#### DESCRIPTION OF THE TASK
The output should be all lines of the entries below in which the word "this" occurs.

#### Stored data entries
*** Block opens ***

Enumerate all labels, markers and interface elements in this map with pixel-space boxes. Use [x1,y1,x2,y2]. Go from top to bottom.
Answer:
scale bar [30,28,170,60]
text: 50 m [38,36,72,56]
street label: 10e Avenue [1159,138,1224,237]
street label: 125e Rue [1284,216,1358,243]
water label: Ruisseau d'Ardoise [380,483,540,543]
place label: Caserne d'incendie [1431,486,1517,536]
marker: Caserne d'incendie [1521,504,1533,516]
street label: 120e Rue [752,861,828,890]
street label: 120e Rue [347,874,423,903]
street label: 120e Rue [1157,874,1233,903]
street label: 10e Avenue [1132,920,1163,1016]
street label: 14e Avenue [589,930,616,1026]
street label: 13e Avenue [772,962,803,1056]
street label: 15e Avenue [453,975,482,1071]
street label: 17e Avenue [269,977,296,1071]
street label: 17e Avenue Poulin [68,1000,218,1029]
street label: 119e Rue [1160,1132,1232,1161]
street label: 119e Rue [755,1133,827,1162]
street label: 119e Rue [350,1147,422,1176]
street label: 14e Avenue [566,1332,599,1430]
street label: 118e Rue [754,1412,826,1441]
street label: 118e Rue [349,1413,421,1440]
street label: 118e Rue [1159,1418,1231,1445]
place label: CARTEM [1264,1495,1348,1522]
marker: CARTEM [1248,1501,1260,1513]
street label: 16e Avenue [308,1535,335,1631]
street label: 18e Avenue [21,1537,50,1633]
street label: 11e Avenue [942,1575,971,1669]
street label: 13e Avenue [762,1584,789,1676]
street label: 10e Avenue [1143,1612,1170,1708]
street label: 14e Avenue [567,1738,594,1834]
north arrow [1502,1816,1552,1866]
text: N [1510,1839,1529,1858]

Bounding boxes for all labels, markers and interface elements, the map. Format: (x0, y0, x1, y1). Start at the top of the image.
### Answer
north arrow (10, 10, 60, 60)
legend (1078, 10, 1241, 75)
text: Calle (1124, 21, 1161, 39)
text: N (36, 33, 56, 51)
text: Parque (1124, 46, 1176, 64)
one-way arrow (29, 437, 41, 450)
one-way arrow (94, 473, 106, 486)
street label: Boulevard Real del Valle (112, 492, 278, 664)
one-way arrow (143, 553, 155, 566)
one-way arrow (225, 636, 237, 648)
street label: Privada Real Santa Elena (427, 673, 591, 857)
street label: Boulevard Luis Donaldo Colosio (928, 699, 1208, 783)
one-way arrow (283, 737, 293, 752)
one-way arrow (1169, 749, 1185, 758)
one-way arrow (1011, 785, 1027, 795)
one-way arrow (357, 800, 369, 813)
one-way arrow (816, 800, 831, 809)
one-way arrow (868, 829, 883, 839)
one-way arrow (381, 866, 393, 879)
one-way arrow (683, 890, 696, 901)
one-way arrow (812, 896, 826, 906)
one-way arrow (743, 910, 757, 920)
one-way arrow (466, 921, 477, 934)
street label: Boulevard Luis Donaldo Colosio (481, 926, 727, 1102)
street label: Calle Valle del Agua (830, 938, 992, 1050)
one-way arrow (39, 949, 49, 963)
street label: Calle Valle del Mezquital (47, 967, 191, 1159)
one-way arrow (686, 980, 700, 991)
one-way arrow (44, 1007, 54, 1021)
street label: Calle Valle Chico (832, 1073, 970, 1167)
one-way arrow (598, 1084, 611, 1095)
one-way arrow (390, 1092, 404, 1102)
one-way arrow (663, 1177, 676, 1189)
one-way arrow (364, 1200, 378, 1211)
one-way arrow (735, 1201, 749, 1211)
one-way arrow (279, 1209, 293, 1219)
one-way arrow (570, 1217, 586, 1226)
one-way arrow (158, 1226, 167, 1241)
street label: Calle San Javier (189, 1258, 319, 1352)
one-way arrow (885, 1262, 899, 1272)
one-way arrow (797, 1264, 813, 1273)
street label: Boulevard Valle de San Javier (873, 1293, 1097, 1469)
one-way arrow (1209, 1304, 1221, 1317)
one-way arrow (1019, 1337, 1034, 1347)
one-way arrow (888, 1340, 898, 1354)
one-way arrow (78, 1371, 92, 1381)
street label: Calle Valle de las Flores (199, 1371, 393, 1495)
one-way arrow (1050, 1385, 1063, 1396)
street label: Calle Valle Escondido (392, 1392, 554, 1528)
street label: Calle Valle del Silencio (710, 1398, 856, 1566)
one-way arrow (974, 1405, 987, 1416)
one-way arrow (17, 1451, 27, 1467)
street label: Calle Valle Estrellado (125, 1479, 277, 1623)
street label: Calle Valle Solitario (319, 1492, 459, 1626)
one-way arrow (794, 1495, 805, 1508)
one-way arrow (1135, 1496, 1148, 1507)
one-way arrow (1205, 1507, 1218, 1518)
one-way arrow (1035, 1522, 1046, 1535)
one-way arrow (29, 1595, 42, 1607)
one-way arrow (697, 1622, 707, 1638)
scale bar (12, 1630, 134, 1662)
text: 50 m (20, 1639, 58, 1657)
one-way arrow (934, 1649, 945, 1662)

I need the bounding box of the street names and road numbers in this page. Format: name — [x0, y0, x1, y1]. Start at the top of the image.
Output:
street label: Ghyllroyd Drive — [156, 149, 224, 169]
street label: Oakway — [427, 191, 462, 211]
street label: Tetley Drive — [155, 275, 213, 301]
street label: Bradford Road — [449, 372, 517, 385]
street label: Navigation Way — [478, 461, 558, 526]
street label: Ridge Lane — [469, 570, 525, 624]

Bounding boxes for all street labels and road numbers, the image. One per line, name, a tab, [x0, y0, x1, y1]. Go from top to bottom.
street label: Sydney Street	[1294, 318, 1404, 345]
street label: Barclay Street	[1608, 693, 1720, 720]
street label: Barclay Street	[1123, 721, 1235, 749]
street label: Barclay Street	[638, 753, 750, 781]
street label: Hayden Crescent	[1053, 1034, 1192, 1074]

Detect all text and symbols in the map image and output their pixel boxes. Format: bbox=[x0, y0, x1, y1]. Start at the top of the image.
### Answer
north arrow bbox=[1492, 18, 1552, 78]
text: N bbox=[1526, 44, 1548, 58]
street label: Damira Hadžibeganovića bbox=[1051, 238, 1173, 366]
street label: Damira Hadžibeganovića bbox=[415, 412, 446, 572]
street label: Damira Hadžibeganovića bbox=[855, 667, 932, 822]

*** Block closes ***

#### FINISHED TASK
Enumerate all labels, markers and interface elements in this map with pixel-space boxes. Use [x1,y1,x2,y2]. Go from top to bottom.
I need the bounding box of the street names and road numbers in this page. Format: name — [x0, y0, x1, y1]. Start at the top of the image.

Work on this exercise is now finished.